Step 1. Deploying the Base Model on a Single GPU (or more)
Save the following script as deploy_single_gpu.sh
and modify the placeholders accordingly:
#!/bin/bash
export VLLM_LOGGING_LEVEL=DEBUG
export VLLM_ALLOW_RUNTIME_LORA_UPDATING=True
export VLLM_ALLOW_LONG_MAX_MODEL_LEN=1
# Specify your model path here (this can be a local path or a Hugging Face Hub path)
MODEL="input your model path here"
# Set the maximum number of LoRAs
MAX_LORAS=20
# Log directory for vLLM logs
ROOT="input your log dir here"
# Maximum LoRA rank
MAX_LORA_RANK=16
# Specify the port for the API server (single GPU deployment requires only one port)
PORT=9112
echo "Deploying model $MODEL with $MAX_LORAS LoRAs on a single GPU"
echo "Starting API server on port $PORT..."
# Create the log directory if it doesn't exist
mkdir -p vllm_logs/$ROOT
COMMON_ARGS="--model $MODEL \
--trust-remote-code \
--enable-lora \
--seed 42 \
--max-lora-rank $MAX_LORA_RANK \
--gpu-memory-utilization 0.95 \
--max-loras $MAX_LORAS \
--max-cpu-loras $MAX_LORAS \
--disable-sliding-window \
--max-model-len 8192"
# Single GPU deployment: use only GPU 0
CUDA_VISIBLE_DEVICES=0 nohup python -m vllm.entrypoints.openai.api_server \
$COMMON_ARGS \
--port $PORT > vllm_logs/$ROOT/port_1.log 2>&1 &
Step 2. Loading and Unloading LoRA Adapters Dynamically
vLLM supports online LoRA switching, allowing seamless adaptation of different expert models with minimal computational overhead.
- Download the LoRA weights and store them under
/lora/*
. - Use the following Python code to load and unload LoRA adapters dynamically:
import requests
import time
from loguru import logger
def online_load_lora(base_url: str, lora_name: str, lora_path: str):
counter = 1
while True:
try:
response = requests.post(
f"{base_url}/load_lora_adapter",
json={
"lora_name": lora_name,
"lora_path": lora_path
}
)
time.sleep(3)
assert response.status_code == 200, f"Failed to load LORA: {response.text}"
break
except Exception as e:
logger.warning(f"Load LORA Error: {e}, retrying in {min(counter, 10)} seconds ...")

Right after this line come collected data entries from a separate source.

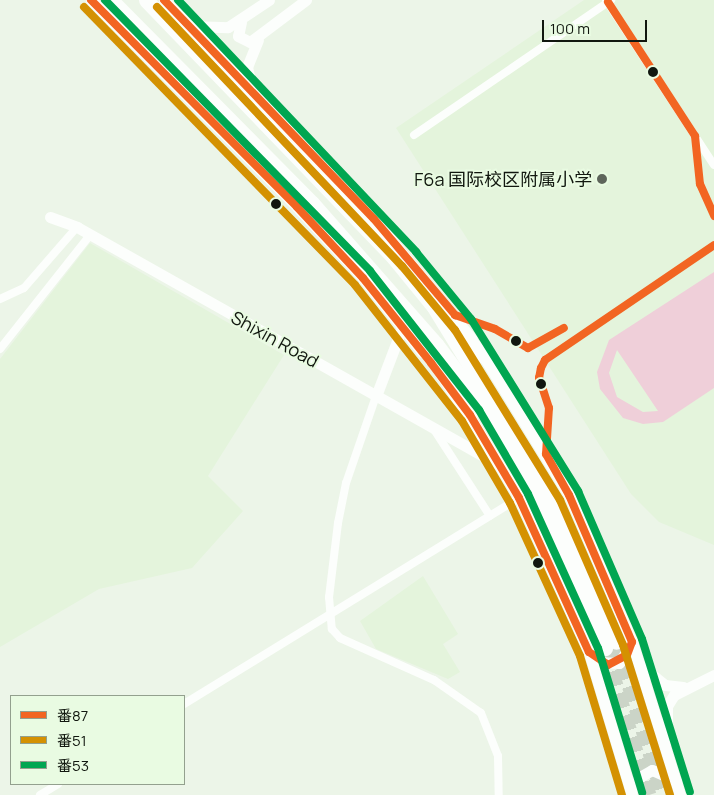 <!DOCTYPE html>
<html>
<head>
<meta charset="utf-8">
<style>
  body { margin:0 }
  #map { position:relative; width:714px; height:795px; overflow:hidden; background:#ecf5e8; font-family:Manrope,"Noto Sans SC",sans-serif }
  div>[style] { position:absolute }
  .built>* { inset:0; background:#e4f4dc }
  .green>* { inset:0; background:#efcfd9 }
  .highway-tunnel>* { height:15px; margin-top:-7.5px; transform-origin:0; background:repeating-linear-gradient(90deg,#cbd4c7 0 15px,transparent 0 23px) }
  .street>* { height:8px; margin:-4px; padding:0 4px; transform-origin:4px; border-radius:4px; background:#fcfefc }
  .secondary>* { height:11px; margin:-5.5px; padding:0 5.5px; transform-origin:5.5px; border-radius:5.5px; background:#fcfefc }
  .highway>* { height:15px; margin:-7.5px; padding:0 7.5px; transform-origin:7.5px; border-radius:7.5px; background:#fcfefc }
  .bus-1>* { height:8px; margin:-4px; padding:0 4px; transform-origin:4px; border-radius:4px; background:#f26522 }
  .bus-2>* { height:8px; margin:-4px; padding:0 4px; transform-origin:4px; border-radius:4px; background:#d49102 }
  .bus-3>* { height:8px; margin:-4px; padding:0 4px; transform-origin:4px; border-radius:4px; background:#00a651 }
  .dots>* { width:14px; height:14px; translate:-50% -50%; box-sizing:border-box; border:2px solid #e9fbe2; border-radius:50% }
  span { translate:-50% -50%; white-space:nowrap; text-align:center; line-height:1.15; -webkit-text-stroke:4px #e9fbe2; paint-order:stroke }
  .poi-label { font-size:18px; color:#11170f }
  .right { translate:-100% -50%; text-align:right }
  .street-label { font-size:18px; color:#11170f }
  .legend { position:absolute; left:10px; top:695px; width:175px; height:90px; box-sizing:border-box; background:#e9fbe2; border:1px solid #93a08e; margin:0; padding:6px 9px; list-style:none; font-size:15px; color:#11170f }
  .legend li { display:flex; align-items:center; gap:10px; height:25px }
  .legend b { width:25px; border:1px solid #93a08e }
  .scale { position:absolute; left:542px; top:20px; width:105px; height:22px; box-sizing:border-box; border:2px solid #11170f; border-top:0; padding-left:6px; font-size:15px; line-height:18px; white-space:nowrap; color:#11170f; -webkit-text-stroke:4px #e9fbe2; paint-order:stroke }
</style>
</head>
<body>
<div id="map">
  <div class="built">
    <div style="clip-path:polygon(584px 0,714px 0,714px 545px,659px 522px,631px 494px,396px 128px)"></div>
    <div style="clip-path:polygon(90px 243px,284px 355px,208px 476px,243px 511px,192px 568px,99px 589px,0 647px,0 359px)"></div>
    <div style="clip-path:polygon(423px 576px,458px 634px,443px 644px,460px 672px,448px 679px,376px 649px,360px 621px)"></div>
  </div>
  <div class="green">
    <div style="clip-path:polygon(evenodd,714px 272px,714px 388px,663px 422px,643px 424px,623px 418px,600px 389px,597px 372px,609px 340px,714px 272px,617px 350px,658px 411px,643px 412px,617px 397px,609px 373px,617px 350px)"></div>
  </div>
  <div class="highway-tunnel">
    <div style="left:616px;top:642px;width:160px;rotate:72.9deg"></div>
    <div style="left:605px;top:649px;width:152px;rotate:73.2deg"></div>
  </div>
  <div class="street">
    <div style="left:606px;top:0;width:197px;rotate:56.8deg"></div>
    <div style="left:414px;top:135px;width:239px;rotate:-34.4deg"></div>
    <div style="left:0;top:299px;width:26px;rotate:-25deg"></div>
    <div style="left:24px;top:288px;width:81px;rotate:-49deg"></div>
    <div style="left:0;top:349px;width:145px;rotate:-51.7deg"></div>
    <div style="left:376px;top:396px;width:92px;rotate:109deg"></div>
    <div style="left:346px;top:483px;width:41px;rotate:101.3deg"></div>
    <div style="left:338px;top:523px;width:75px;rotate:96.9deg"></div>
    <div style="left:329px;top:597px;width:32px;rotate:85deg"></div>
    <div style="left:332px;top:629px;width:12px;rotate:48deg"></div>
    <div style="left:340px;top:638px;width:103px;rotate:24.1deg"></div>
    <div style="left:434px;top:680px;width:57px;rotate:35.1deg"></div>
    <div style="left:481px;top:713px;width:46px;rotate:68.4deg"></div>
    <div style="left:498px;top:756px;width:39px;rotate:89deg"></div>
    <div style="left:435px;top:431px;width:101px;rotate:57.1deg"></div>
    <div style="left:184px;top:704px;width:393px;rotate:-31.6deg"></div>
    <div style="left:40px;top:795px;width:21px;rotate:-31deg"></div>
  </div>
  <div class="secondary">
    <div style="left:91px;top:0;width:292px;rotate:45.1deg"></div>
    <div style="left:297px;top:207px;width:97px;rotate:47.1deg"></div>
    <div style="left:363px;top:278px;width:95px;rotate:51.4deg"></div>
    <div style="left:164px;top:0;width:303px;rotate:46.2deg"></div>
    <div style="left:374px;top:219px;width:155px;rotate:50.8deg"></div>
    <div style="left:241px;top:22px;width:14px;rotate:102deg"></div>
    <div style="left:238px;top:36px;width:13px;rotate:27deg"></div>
    <div style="left:250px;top:42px;width:70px;rotate:-36.9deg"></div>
    <div style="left:190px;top:26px;width:38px;rotate:2deg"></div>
    <div style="left:228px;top:27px;width:49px;rotate:-33.4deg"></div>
    <div style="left:252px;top:90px;width:24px;rotate:-102deg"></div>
    <div style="left:247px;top:67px;width:29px;rotate:-68deg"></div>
    <div style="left:50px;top:217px;width:29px;rotate:20deg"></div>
    <div style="left:77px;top:227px;width:482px;rotate:29.4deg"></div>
    <div style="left:481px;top:352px;width:168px;rotate:58.4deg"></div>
    <div style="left:569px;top:495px;width:160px;rotate:66.8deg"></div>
    <div style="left:632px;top:642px;width:160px;rotate:72.6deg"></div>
    <div style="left:376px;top:396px;width:73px;rotate:-69.1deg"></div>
    <div style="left:466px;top:410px;width:103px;rotate:58.9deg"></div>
    <div style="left:519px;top:498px;width:169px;rotate:65.6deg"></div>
    <div style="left:589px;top:652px;width:149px;rotate:73.3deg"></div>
    <div style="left:590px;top:654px;width:12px;rotate:42deg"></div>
    <div style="left:599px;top:662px;width:20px;rotate:3deg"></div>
    <div style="left:619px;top:663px;width:25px;rotate:-58deg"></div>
    <div style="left:639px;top:664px;width:33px;rotate:39deg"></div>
    <div style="left:665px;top:685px;width:18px;rotate:6deg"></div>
    <div style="left:667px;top:741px;width:35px;rotate:-90deg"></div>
    <div style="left:667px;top:706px;width:13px;rotate:-58deg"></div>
    <div style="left:674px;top:695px;width:45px;rotate:-26.6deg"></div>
    <div style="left:631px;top:791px;width:15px;rotate:-62deg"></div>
    <div style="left:638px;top:778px;width:16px;rotate:-30deg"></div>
    <div style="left:652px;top:770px;width:27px;rotate:24deg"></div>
  </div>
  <div class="highway">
    <div style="left:111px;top:0;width:286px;rotate:45.3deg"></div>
    <div style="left:312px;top:203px;width:188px;rotate:48.7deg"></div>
    <div style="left:436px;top:344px;width:71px;rotate:53deg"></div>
    <div style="left:479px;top:401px;width:110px;rotate:59.9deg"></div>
    <div style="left:534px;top:496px;width:168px;rotate:65deg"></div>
    <div style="left:146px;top:0;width:358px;rotate:46.1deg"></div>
    <div style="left:394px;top:258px;width:63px;rotate:50.8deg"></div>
    <div style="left:434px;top:307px;width:206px;rotate:58.5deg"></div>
    <div style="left:542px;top:483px;width:175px;rotate:65deg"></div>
    <div style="left:451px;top:324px;width:47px;rotate:44.1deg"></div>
    <div style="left:419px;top:338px;width:92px;rotate:56.5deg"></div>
  </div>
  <div class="bus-1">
    <div style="left:91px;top:0;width:292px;rotate:45.1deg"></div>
    <div style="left:297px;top:207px;width:97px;rotate:47.1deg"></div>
    <div style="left:363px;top:278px;width:109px;rotate:51.3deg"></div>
    <div style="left:431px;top:363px;width:65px;rotate:53.1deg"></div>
    <div style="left:470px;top:415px;width:96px;rotate:59.4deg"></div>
    <div style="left:519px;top:498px;width:169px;rotate:65.6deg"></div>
    <div style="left:589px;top:652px;width:23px;rotate:34deg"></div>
    <div style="left:608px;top:665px;width:21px;rotate:-28deg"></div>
    <div style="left:627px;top:655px;width:14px;rotate:-69deg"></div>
    <div style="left:632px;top:642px;width:160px;rotate:-113.2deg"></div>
    <div style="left:569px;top:495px;width:47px;rotate:-119.3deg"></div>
    <div style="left:546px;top:454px;width:46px;rotate:-86.3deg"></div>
    <div style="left:549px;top:408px;width:32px;rotate:-108deg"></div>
    <div style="left:539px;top:378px;width:10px;rotate:-79deg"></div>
    <div style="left:541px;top:368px;width:9px;rotate:-63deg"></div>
    <div style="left:545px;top:360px;width:204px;rotate:-34.2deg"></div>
    <div style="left:164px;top:0;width:303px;rotate:46.2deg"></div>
    <div style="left:374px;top:219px;width:126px;rotate:49.8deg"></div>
    <div style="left:455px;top:315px;width:42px;rotate:19.3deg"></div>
    <div style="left:495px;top:329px;width:38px;rotate:30deg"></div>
    <div style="left:528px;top:348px;width:41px;rotate:-29.1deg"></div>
    <div style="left:608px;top:2px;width:160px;rotate:57deg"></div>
    <div style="left:695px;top:136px;width:48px;rotate:84.1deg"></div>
    <div style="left:700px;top:184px;width:35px;rotate:66deg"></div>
  </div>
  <div class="bus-2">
    <div style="left:84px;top:7px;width:388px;rotate:45.7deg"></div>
    <div style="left:355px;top:285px;width:173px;rotate:51.8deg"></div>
    <div style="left:462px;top:421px;width:95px;rotate:59.7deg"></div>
    <div style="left:510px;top:503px;width:168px;rotate:65.4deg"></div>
    <div style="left:580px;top:656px;width:145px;rotate:73.2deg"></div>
    <div style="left:157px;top:7px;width:357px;rotate:46.6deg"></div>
    <div style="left:402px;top:266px;width:83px;rotate:50.4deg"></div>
    <div style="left:455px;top:330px;width:200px;rotate:58.3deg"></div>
    <div style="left:560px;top:500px;width:158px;rotate:66.5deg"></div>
    <div style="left:623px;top:645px;width:157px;rotate:72.6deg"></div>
  </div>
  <div class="bus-3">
    <div style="left:105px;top:0;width:379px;rotate:45.6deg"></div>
    <div style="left:370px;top:271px;width:177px;rotate:51.9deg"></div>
    <div style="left:479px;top:410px;width:97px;rotate:59.7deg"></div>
    <div style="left:528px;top:494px;width:169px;rotate:65.6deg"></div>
    <div style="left:598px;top:648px;width:151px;rotate:73deg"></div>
    <div style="left:178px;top:0;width:347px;rotate:46.6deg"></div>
    <div style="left:416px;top:252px;width:87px;rotate:50.6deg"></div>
    <div style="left:471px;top:319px;width:203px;rotate:58.1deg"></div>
    <div style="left:578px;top:491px;width:161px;rotate:66.6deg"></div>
    <div style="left:642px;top:639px;width:160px;rotate:72.6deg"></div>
  </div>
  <div class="dots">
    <div style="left:653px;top:72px;background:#11170f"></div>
    <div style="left:602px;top:179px;background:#5e655b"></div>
    <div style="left:276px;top:204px;background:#11170f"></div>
    <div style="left:516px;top:341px;background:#11170f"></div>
    <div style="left:541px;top:384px;background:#11170f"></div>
    <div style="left:538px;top:563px;background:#11170f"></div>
  </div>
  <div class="poi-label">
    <span class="right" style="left:592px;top:179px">F6a 国际校区附属小学</span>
  </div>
  <div class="street-label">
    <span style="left:275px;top:339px;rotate:29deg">Shixin Road</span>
  </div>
  <ul class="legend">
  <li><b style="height:6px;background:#f26522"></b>番87</li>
  <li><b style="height:6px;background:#d49102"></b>番51</li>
  <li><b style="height:6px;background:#00a651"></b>番53</li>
  </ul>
  <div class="scale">100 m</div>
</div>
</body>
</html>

time.sleep(min(counter, 10))
counter += 1
continue
def online_unload_lora(base_url: str, lora_name: str):
while True:
try:
response = requests.post(
f"{base_url}/unload_lora_adapter",
json={
"lora_name": lora_name
}
)
assert response.status_code == 200, f"Failed to unload LORA: {response.text}"
break
except Exception as e:
logger.warning(f"Unload LORA Error: {e}, retrying ...")
time.sleep(1)
continue
Step 3: Using OpenAI SDK to Access the Deployed LoRA Models
Once the LoRA model is loaded, you can interact with it using the OpenAI SDK. Below is a mock example:
import openai
def query_lora_model(base_url: str, lora_name: str, prompt: str):
client = openai.OpenAI(base_url=base_url)
response = client.Completion.create(
model=lora_name,
prompt=prompt,
max_tokens=100
)
return response
# Example usage
base_url = "http://localhost:9112/v1"
lora_name = "example_lora"
prompt = "Tell me about the impact of AI in healthcare."
response_text = query_lora_model(base_url, lora_name, prompt)
print(response_text)
Related Projects
This repository is associated with the GENOME project. We welcome community feedback and contributions to help further open-source AI development.